* [Assignment]:
Taking the line that contains "<div><b>08:40</b><p>Arrival</p></div>" as the starting point, give again exactly every line up to and including the last line of the records below.

* [The data]:
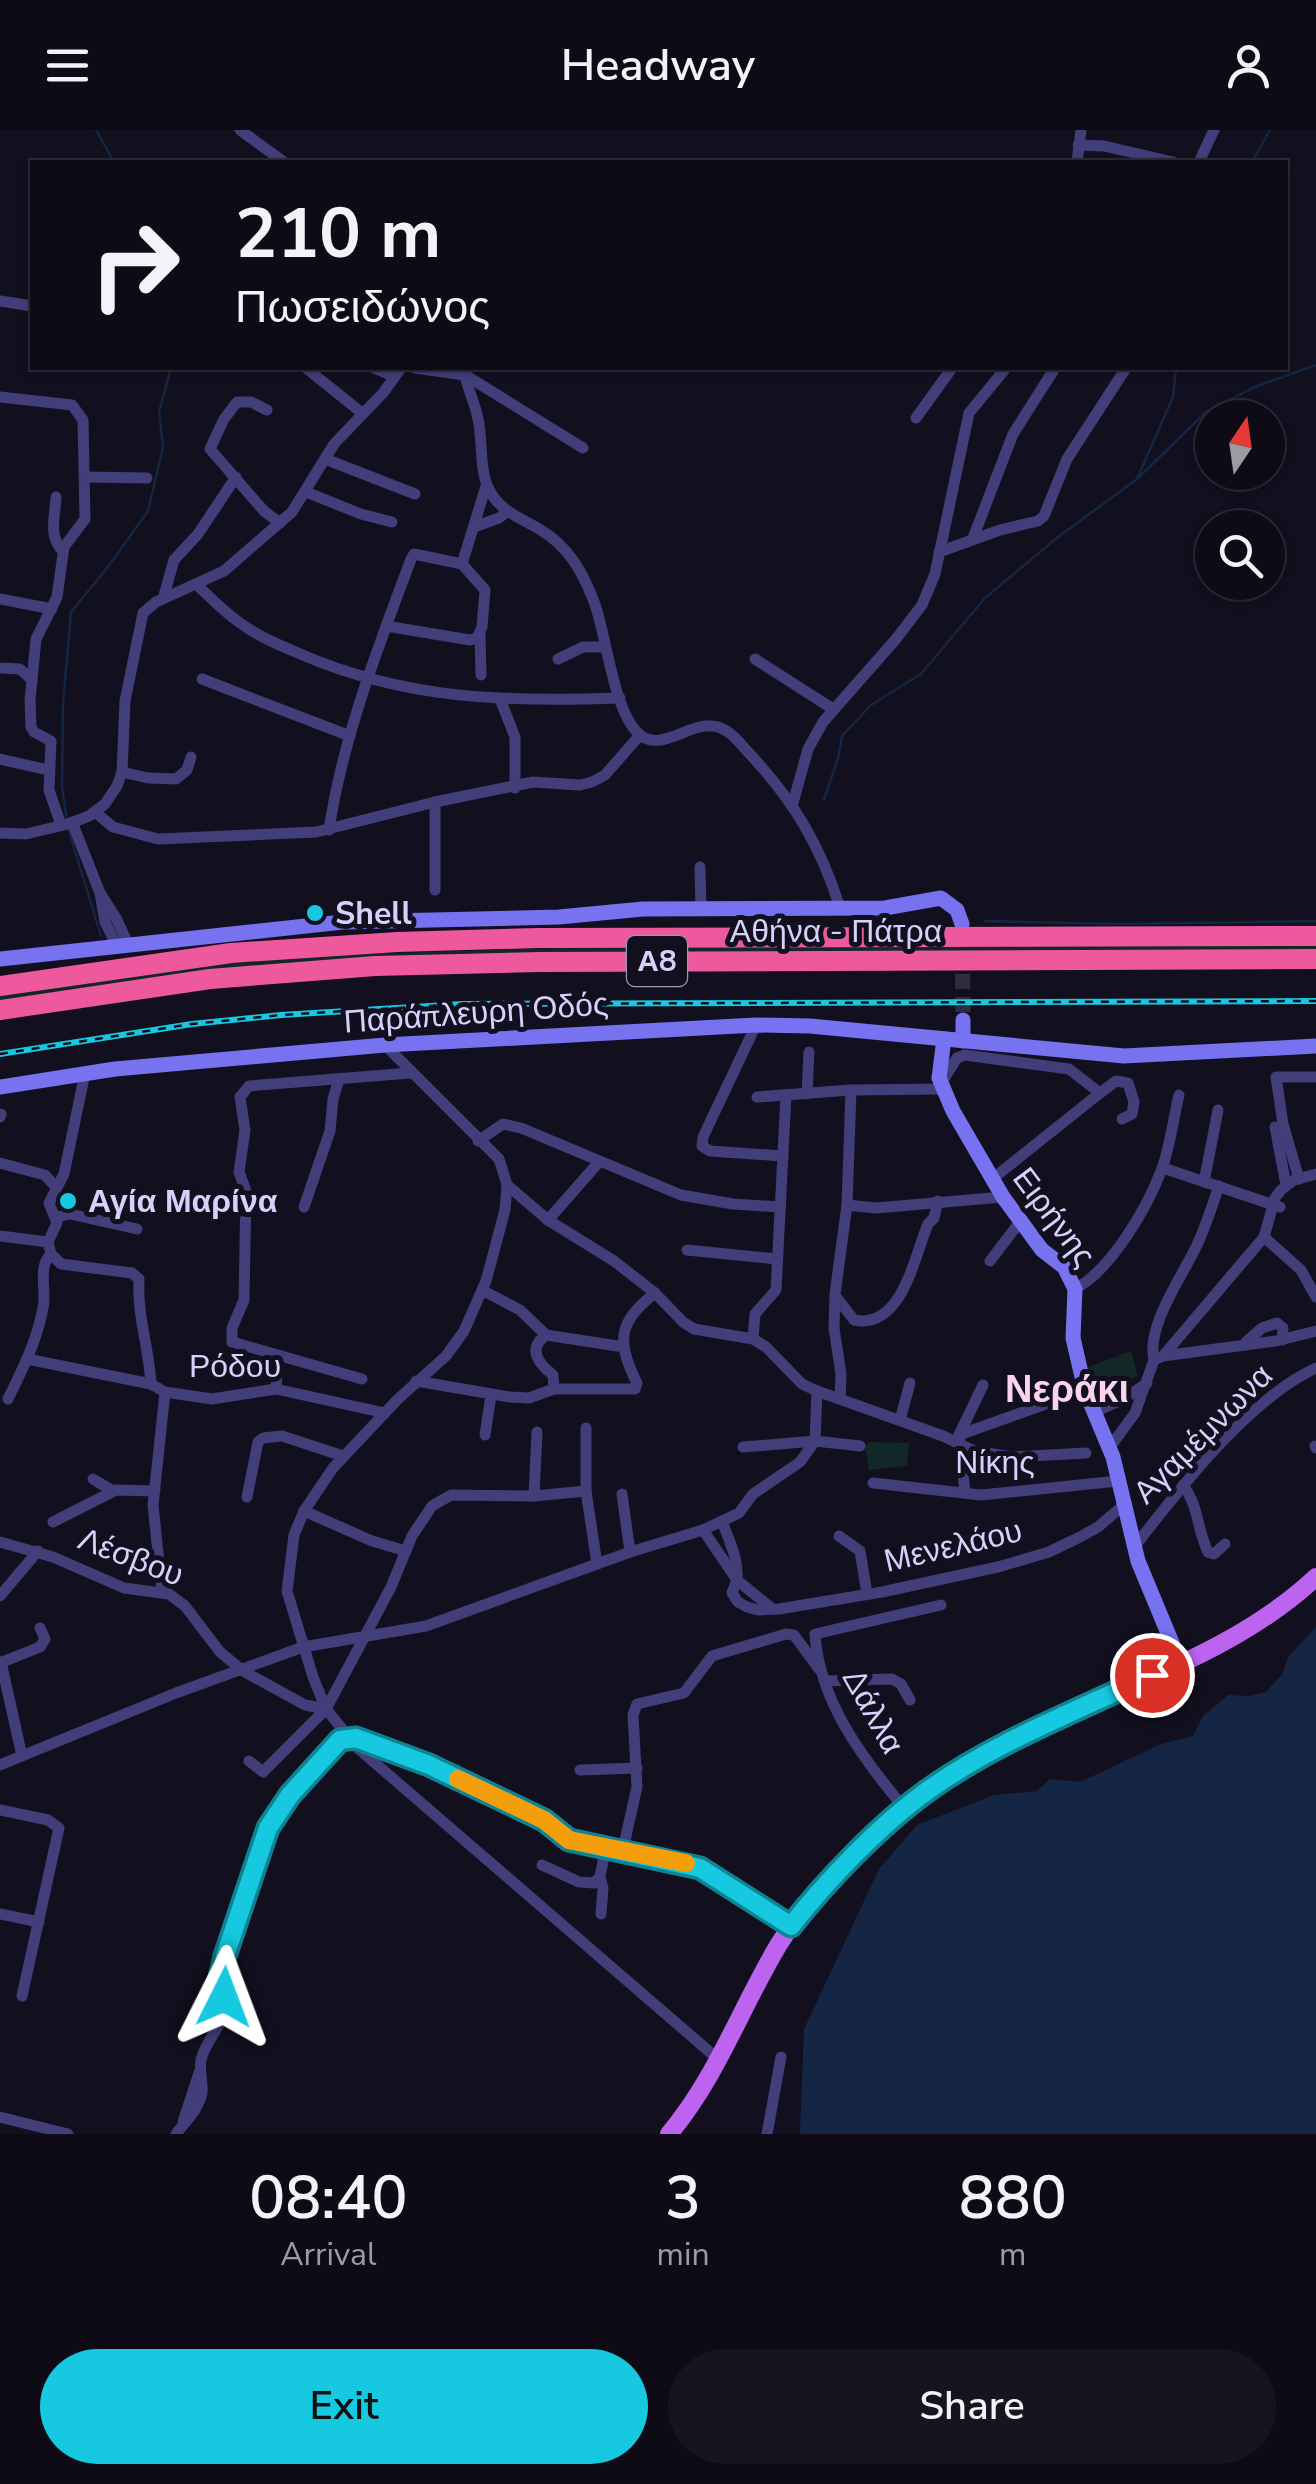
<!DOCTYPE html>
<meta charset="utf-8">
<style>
:root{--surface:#0e0b17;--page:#171420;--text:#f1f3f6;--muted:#9b9ba1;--line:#2e2b36;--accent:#17c9e0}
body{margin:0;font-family:"Nunito Sans",sans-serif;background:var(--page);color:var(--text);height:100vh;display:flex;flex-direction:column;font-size:38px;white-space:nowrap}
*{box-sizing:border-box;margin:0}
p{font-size:32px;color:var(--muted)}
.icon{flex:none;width:55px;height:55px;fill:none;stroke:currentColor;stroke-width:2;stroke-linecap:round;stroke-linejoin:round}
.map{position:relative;height:2004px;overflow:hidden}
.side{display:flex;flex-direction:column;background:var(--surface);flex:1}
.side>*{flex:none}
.hud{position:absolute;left:30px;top:30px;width:1258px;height:210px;border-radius:0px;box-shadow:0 2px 8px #0004,0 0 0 2px var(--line);background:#0e0b17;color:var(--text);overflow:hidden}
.needle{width:65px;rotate:13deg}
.tools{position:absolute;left:1195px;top:270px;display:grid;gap:20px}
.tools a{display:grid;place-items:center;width:90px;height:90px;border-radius:50%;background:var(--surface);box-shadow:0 2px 8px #0004,0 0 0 2px var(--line);font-size:50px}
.pin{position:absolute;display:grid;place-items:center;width:85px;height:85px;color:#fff;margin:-42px;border:5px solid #fff;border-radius:50%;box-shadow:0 2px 10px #0007}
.me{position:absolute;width:110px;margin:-55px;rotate:3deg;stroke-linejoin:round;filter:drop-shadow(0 0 8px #0008)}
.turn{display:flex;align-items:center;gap:35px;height:210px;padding:0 40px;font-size:45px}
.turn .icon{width:130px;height:130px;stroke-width:2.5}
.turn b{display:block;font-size:70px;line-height:85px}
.eta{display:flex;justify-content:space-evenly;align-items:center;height:170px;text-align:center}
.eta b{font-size:60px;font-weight:600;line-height:70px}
.cta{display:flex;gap:20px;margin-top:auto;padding:20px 40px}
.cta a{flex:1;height:115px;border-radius:60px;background:var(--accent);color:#111;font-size:40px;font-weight:600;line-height:115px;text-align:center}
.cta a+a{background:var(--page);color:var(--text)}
header{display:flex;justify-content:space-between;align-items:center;height:130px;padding:0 40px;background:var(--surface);font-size:45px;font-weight:600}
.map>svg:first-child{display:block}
.green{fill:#122827}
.water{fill:#142643}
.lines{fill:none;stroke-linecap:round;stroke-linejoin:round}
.stream{stroke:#142643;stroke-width:2.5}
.secondary-tunnel{stroke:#2f2c40;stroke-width:15;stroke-dasharray:15 8;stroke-linecap:butt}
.street{stroke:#413e79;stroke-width:11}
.secondary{stroke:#7772f0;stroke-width:15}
.primary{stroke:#bc63ef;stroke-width:18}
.highway{stroke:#ee599e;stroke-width:20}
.rail-casing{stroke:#17c9e0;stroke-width:6}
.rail{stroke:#120f1f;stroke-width:2.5;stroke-dasharray:8;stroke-linecap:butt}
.route-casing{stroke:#0f8392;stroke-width:25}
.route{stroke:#17c9e0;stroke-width:18}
.slow{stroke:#f59e0b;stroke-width:18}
.poi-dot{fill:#17c9e0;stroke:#120f1f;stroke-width:4}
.labels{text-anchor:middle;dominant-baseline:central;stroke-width:10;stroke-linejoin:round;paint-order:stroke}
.shield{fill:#120f1f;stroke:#9b97b8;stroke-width:2.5}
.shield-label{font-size:30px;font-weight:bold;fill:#d6d1fa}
.poi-label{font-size:32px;font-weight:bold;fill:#d6d1fa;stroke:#120f1f;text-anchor:start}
.street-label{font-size:32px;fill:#d6d1fa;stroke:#120f1f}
.quarter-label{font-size:38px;font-weight:bold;fill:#fad3ec;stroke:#120f1f}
</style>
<header><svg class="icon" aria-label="menu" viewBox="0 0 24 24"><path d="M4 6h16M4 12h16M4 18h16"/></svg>Headway<svg class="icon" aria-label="person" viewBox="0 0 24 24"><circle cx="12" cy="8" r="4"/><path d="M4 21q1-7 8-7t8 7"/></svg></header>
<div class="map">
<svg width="1316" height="2004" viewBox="0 0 1316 2004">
<rect width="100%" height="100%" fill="#120f1f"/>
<g class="green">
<path d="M1316,815V820L351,829L209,840L0,870V865L208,835L350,824L564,818Z"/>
<path d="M1131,1221L1138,1246L1091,1261L1086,1238Z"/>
<path d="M870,1312L909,1313L907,1336L869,1340L865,1316Z"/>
</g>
<path class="water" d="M1316,1497V2004H800L804,1899L879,1739L917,1695L994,1665L1036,1661L1050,1649L1080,1652L1161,1614L1193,1606L1203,1586L1228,1565L1248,1566L1266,1562L1283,1543L1288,1527Z"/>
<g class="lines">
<g class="stream">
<path d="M96,0L114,32"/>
<path d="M1252,32L1270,0"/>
<path d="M1139,347L1207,281L1255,257L1316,235"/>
<path d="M824,669L838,629L842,606L871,575L921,544L985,468L1058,407L1137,349L1173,267L1176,238"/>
<path d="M67,691L62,657L63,574L71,482L108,437L148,381L163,317L159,282L171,238"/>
<path d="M68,698L101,806"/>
<path d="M985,791L1114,794L1316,791"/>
</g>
<path class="secondary-tunnel" d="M962,798L963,890"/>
<g class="street">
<path d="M240,0L284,32"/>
<path d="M1078,15L1104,16L1173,32"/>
<path d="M1077,32L1081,0"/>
<path d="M1199,32L1214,0"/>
<path d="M0,171L32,176"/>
<path d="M306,238L362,283"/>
<path d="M374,238L393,246"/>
<path d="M415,238L465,245L583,318"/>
<path d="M464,238C465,255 475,271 478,289C484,316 477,346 495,369C506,383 524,390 539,399C567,415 581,439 593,469C607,503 612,581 640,605C661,622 689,593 712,596C728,597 738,611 748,622C793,670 820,714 840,778"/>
<path d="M0,267L72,275L83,290L85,389L64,417L57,467L36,509L30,570L31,597L34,602L51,611L49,660L61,695"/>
<path d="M267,280L251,272H237L224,289L210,319L264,381L280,393"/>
<path d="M916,288L952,238"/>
<path d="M325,329L415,364"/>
<path d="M86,347L147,348"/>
<path d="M306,362L361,384L392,392"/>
<path d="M56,367C55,386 48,408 63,421"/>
<path d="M474,397L499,388L508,381"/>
<path d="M973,408L1013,304L1055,238"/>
<path d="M939,422L1000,400L1038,391L1044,386L1067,329L1126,238"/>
<path d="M197,455C212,469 226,484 243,495C260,507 279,515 298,523C405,570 505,572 620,568"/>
<path d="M0,469L52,479"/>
<path d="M163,469L174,430L198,404L236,347"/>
<path d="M386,496L470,510L477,508L482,497L485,460L462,434"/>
<path d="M480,504L481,545"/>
<path d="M558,529L583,517H604"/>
<path d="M755,529L833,579"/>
<path d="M0,538L20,539L32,550"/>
<path d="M202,549L350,606"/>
<path d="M500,569L515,607V658"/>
<path d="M0,629L48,640"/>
<path d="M122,642L148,648L176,649L187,640L191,627"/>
<path d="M435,672V760"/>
<path d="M793,673L808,619L823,592L896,509L922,475L935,444L969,283L1006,238"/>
<path d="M95,682L113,697L158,709L316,702L435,672L533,652L580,655L592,652L605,645L640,605"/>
<path d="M72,692L100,763L105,792L117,816"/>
<path d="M329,700C343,606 378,518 411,429L414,424L462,434L486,356"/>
<path d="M0,703L26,704L68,694L89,686L105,674L117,656L122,642L125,571L143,483L156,472L224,441L292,382L334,314L383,263L401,238"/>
<path d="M700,737L701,778"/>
<path d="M100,763L116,788L129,816"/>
<path d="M756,895L703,1007L702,1016L710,1021L783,1026"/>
<path d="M385,915L499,1029L507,1055L505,1080L486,1151L464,1201L446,1226L398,1269L333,1338L304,1381L294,1405L287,1461L313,1547L326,1579L344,1601L356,1608L429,1635L506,1671L544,1690L569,1710L700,1738L791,1796"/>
<path d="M943,950L957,928L965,925L1069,939L1100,963L1116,951L1128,953L1134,972L1132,984L1122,989"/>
<path d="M807,964L809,922"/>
<path d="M757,967L851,960L943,959"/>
<path d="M0,987L1,984"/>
<path d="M1275,997L1286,1055"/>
<path d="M478,1011L503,994L521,998L681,1065L733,1074L780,1077"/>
<path d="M0,1033L45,1045L56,1057"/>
<path d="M1163,1038L1280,1077"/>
<path d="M1299,1049L1283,994L1276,947H1316"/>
<path d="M991,1050L1100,963"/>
<path d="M1204,1052L1218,980"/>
<path d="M507,1055L548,1090L614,1131L655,1163L683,1192L694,1199L753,1209L766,1217L802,1254L817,1261L943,1306L974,1321L1013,1327L1086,1323"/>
<path d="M847,1075L876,1078L1003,1067"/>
<path d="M304,1077L330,1001L333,969L339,949"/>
<path d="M57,1087L70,1084L137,1099"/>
<path d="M548,1090L599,1032"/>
<path d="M0,1106L48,1112"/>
<path d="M1264,1107L1301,1140L1316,1167"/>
<path d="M48,1112L51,1124L61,1134L132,1143L139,1149C137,1187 149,1217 151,1254"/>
<path d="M48,1112L57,1093L49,1073L64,1044L85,943"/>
<path d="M687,1120L777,1129"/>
<path d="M990,1131L1022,1089"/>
<path d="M1075,1159C1111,1140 1147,1078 1161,1041C1170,1018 1173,990 1179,965"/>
<path d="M482,1160L520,1180L546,1205L624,1217"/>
<path d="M837,1168L854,1190C902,1200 914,1127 928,1094L934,1088L938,1071"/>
<path d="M546,1205C527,1219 538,1233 553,1245L554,1259"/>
<path d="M753,1209L755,1184L776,1160L786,965"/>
<path d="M1246,1212L1262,1198L1277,1193L1283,1198L1282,1210"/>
<path d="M1163,1226L1276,1211L1316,1201"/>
<path d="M27,1229L151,1254L165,1262L212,1269L276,1259L385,1283"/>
<path d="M1154,1230C1146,1196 1182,1147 1197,1115C1206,1096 1212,1076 1219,1056"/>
<path d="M362,1249L232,1212V1198L244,1170L246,1061L239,1042L245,1000L240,967L249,956L410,943"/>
<path d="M416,1251L510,1267L529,1268L554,1259H635L637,1253C616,1211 618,1192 655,1163"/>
<path d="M276,1259L278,1227"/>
<path d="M8,1269C22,1240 37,1211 43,1178C47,1161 37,1137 51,1124"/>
<path d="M840,1269L841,1244L834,1198L835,1164L847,1075L851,960"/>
<path d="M1094,1282L1124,1269L1147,1253"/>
<path d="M900,1290L910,1253"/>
<path d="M586,1298V1361L597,1434L630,1422L622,1364"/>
<path d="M485,1305L491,1265"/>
<path d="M959,1305L1085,1260"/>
<path d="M1315,1316L1316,1318"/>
<path d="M743,1317L815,1311L860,1316"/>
<path d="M1110,1317L1135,1283L1154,1230L1163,1226L1264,1107L1275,1068L1281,1060L1294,1050L1316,1044"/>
<path d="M93,1349L113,1361"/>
<path d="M873,1353L981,1365L1118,1351"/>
<path d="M1183,1355C1199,1376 1197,1400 1208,1422L1214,1424L1225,1414"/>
<path d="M965,1362L959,1305L983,1255"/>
<path d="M534,1366L537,1302"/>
<path d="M247,1367L258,1312L263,1308L282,1306L343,1326"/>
<path d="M304,1381L372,1411L406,1421"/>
<path d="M722,1391C729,1411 739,1429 737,1450L770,1477"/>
<path d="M53,1392L116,1360L155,1361"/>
<path d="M703,1400L737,1450L732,1463L738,1472L747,1477L758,1480L779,1479L882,1462L998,1437L1049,1422L1082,1406L1098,1397L1126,1373"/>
<path d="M839,1406L860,1421L867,1464"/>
<path d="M0,1412L53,1427L124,1458L169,1464L185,1476L220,1522L243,1541L305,1575L326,1579"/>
<path d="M1135,1416C1180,1358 1249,1269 1316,1238"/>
<path d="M630,1422L703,1400L739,1383L753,1364L800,1332L815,1311L817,1261"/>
<path d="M162,1462L153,1375L165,1262"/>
<path d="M0,1466L38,1421"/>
<path d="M1,1532L22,1626"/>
<path d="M0,1533L40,1517L45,1509L40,1498"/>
<path d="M825,1551L892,1549L901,1554L910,1570"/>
<path d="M346,1608L719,1930"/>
<path d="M249,1631L263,1642L326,1579L391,1457L412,1406L432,1376L451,1365L534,1366L586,1361"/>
<path d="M0,1635L176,1563L303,1517L426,1496L597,1434"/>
<path d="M580,1640L637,1638"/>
<path d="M905,1679C863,1629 819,1571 815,1504L941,1475"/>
<path d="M0,1680L48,1690L59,1698L22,1866"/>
<path d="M623,1719L637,1657L633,1585L637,1574L684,1563L712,1526L786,1504L794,1505L819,1539"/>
<path d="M542,1735L579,1752L594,1753L600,1747L606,1716"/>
<path d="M600,1747L603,1758L601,1784"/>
<path d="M0,1784L39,1792"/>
<path d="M0,1987L68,2004"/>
<path d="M183,1992L199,1943"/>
<path d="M176,2004C185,1992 199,1979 202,1963C203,1952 199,1941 201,1930C207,1903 238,1886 218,1856L219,1848L268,1698L290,1665L323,1632L335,1612L352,1608"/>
<path d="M767,2004L781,1927"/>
</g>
<g class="secondary">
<path d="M0,829L343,792L559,787L643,779L885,778L941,768L957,780L962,794"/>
<path d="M944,909L939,948L953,981L1003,1067L1042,1120L1064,1137L1075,1159L1073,1208L1085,1260L1113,1327L1138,1431L1180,1532"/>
<path d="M963,911V890"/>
<path d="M0,957L115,939L385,915L756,895L810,896L1124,926L1316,916"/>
</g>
<path class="primary" d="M669,2004C717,1947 741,1877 779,1814C808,1768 882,1694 926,1662C1042,1575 1210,1547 1316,1447"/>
<g class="highway">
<path d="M0,856L231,823L397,812L539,808L1316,806"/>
<path d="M0,880L210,849L375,836L540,832L1316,829"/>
</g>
<g class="rail-casing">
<path id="rail" d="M0,924L192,894L281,885L463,874L1316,871"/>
</g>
<use href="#rail" class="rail"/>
</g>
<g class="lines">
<g class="route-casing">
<path id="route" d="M224,1867L218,1856L225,1826L268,1698L290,1665L340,1610L356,1608L429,1635L544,1690L569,1710L700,1738L791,1796C827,1750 880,1695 927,1661C995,1612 1077,1581 1152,1545"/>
</g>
<use href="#route" class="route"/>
<path class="slow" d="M458,1649L544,1690L569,1710L686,1733"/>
</g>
<g class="poi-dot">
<circle cx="315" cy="783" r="10"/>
<circle cx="68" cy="1071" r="10"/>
</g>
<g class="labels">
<rect class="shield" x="627" y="806" width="60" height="50" rx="8"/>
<g class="shield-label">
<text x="657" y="831">Α8</text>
</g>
<g class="poi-label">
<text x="335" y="783">Shell</text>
<text x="88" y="1071">Αγία Μαρίνα</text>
</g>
<g class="street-label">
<text x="836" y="801">Αθήνα - Πάτρα</text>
<text transform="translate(476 883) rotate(-4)">Παράπλευρη Οδός</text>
<text transform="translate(1054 1087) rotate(53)">Ειρήνης</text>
<text x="235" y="1236">Ρόδου</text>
<text transform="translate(1203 1304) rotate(-45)">Αγαμέμνωνα</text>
<text x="995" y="1332">Νίκης</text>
<text transform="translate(953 1416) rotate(-13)">Μενελάου</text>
<text transform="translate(131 1427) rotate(21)">Λέσβου</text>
<text transform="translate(873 1581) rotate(61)">Δάλλα</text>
</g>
<g class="quarter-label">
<text x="1067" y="1259">Νεράκι</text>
</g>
</g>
</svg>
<div class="tools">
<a><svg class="needle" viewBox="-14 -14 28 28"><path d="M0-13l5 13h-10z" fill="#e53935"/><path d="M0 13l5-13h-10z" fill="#9b9ba1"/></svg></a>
<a><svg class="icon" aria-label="search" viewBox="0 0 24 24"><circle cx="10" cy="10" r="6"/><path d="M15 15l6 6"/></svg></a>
</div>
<div class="pin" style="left:1152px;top:1545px;background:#d93025"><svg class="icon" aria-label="arrive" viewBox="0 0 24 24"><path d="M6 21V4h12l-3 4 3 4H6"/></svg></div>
<svg class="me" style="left:224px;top:1867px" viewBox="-20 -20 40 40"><path d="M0-17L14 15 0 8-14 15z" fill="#17c9e0" stroke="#fff" stroke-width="4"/></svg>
<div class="hud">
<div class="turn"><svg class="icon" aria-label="right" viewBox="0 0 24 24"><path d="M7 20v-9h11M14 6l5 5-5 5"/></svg><div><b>210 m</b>Πωσειδώνος</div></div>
</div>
</div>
<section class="side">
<div class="eta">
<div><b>08:40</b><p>Arrival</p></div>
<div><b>3</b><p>min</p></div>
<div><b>880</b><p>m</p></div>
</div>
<div class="cta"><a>Exit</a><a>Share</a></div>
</section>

* [Exercise result]:
<div><b>08:40</b><p>Arrival</p></div>
<div><b>3</b><p>min</p></div>
<div><b>880</b><p>m</p></div>
</div>
<div class="cta"><a>Exit</a><a>Share</a></div>
</section>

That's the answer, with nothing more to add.